Providing affordable quality housing at scale is a unique opportunity to dramatically improve the lives of millions of children across Africa and Asia. That’s why it’s not just a house – it’s 16 of the 17 sustainable development goals under one roof. Affordable housing cuts across all aspects of wellbeing, but there are three critical ways it positively impacts the life chances of children.
A lack of decent housing significantly hinders the physical, social and cognitive development of young children, especially under the age of five. By contrast, living in safe, stimulating and healthy living conditions can drastically improve the educational performance and attainment of children, especially girls who are disproportionally burdened with domestic duties.
Children that grow up in quality, modern houses have as much as a four-point higher average IQ and perform significantly better in literacy tests than children living in shanty houses and slums.
It’s been shown that living in safe, secure and affordable housing also brings out the best in parents, improving their self-esteem and widening their ambitions and expectations for their children.

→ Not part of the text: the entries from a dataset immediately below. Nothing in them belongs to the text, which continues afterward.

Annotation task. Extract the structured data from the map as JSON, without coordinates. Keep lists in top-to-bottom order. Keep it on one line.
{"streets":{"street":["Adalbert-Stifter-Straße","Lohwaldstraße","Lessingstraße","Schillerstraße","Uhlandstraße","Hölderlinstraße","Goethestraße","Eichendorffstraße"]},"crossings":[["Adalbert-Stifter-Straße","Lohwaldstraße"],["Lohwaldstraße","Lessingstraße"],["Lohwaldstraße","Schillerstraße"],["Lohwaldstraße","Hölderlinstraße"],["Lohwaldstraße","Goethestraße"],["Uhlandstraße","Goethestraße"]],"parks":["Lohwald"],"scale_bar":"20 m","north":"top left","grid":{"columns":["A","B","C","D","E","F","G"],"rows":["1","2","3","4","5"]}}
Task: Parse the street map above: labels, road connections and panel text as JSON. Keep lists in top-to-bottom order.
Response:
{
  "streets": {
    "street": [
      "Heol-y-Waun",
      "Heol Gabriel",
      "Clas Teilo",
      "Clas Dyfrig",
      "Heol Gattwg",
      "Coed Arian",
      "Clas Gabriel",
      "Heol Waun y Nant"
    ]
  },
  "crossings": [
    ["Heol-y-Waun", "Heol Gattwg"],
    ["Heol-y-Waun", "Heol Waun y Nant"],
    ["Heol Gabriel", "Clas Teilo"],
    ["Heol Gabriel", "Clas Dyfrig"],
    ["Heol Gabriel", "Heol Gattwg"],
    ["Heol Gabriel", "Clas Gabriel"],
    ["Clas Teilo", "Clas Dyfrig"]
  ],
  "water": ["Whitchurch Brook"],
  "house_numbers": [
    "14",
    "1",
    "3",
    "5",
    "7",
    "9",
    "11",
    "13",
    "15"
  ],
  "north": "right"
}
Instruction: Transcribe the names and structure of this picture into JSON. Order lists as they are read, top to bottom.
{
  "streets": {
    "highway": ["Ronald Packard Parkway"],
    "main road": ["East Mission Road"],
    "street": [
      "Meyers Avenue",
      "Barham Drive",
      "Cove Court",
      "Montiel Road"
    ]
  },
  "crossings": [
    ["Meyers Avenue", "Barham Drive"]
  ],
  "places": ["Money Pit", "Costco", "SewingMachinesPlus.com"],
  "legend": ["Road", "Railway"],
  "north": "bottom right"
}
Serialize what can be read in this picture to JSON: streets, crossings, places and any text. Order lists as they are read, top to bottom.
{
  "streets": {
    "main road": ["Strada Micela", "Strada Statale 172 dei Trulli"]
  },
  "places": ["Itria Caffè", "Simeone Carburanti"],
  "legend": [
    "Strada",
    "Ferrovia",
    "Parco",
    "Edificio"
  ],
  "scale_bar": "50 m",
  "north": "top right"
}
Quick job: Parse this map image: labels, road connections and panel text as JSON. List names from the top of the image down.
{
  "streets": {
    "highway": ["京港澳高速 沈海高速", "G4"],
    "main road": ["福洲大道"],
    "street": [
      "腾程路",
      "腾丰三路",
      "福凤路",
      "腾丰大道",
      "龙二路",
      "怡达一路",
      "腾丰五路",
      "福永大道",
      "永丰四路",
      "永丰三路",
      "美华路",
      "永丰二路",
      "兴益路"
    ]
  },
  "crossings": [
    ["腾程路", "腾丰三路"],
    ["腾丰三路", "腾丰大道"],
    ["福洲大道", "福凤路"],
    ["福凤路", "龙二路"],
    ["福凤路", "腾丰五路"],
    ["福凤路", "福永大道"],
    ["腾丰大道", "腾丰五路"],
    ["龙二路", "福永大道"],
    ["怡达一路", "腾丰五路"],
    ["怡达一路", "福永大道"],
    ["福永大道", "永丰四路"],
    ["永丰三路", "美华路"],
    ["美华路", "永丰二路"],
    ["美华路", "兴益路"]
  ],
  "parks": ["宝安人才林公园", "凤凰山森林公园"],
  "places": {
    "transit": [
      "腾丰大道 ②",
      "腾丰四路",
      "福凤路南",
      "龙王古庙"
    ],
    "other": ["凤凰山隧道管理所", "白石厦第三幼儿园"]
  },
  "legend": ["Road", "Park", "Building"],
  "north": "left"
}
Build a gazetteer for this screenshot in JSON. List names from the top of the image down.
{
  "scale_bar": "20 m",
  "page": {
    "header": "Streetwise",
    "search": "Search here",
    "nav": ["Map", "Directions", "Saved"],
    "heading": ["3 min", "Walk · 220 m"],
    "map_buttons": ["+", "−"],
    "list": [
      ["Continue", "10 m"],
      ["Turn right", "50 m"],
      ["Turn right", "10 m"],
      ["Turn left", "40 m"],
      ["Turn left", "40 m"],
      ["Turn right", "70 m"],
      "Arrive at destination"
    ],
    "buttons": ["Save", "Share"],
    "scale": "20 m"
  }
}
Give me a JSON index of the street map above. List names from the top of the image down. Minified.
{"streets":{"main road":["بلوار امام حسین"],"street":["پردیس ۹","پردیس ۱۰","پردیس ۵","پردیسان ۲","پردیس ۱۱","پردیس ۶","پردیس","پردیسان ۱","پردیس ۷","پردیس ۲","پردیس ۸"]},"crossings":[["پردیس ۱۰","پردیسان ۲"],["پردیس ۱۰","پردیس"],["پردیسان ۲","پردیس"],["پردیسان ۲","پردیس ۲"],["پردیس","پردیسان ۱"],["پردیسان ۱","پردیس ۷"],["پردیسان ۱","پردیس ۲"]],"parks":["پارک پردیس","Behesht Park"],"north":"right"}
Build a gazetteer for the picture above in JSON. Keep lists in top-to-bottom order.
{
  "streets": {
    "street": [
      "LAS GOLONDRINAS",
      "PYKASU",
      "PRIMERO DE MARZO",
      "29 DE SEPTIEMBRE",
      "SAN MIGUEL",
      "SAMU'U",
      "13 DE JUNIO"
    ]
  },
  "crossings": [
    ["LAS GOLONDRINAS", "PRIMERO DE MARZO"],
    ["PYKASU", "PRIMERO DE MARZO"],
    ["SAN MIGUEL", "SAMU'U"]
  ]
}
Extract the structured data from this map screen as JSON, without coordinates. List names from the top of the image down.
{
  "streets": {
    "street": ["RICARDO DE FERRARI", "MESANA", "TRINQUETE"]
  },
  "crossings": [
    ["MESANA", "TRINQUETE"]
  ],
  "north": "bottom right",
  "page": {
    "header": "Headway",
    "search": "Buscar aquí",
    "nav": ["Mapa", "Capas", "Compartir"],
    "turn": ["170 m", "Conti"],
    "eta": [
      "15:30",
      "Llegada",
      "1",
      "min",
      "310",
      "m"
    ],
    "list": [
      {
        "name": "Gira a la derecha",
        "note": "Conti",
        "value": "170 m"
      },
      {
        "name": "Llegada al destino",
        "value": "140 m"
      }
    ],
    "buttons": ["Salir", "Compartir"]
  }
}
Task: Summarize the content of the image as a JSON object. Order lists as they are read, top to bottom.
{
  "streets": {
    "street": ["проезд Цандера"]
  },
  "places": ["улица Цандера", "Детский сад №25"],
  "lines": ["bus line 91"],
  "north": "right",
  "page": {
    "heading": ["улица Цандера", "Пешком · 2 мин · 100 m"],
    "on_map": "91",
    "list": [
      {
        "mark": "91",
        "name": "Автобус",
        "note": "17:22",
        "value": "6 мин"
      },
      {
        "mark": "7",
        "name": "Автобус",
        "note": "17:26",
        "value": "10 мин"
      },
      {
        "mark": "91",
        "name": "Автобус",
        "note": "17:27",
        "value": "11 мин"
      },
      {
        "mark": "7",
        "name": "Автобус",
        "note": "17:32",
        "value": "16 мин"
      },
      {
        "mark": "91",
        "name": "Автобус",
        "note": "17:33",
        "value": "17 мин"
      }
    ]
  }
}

This translates to improved educational performance and greater opportunities later in life, breaking the generational cycle of poverty.
Inadequate living conditions have an enduring impact on the mental health of young people. Overcrowding is closely associated with delayed cognitive development, diminished reading ability and behavioural problems.
A decent, affordable home environment that provides children with enough space and privacy can radically improve their psychological functioning by lowering risks of anxiety, depression, conduct disorders and addictive behaviours. This is crucial as good mental health allows children and young people to develop the resilience to cope with whatever life throws at them and grow into well-rounded, productive, adults.
Inferior housing is strongly associated with poor physical health. In low-income countries, this includes malnutrition, disease, respiratory infections and cardiovascular illness. Children living in quality homes in Africa are almost half as likely to contract malaria as children living in slums. The exposure of children to such health risks permanently stunts their development, making it less likely they’ll achieve their full height and cognitive potential as adults.
Providing a safe, secure and hygienic home with access to electricity, clean water and sanitation helps overcome these problems and improve the physical health of children in poor countries.
We know that when we create vibrant communities’ families want to live in, growing markets that businesses want to operate in and profitable platforms investors want to invest in, we help create a more secure and just world for us all.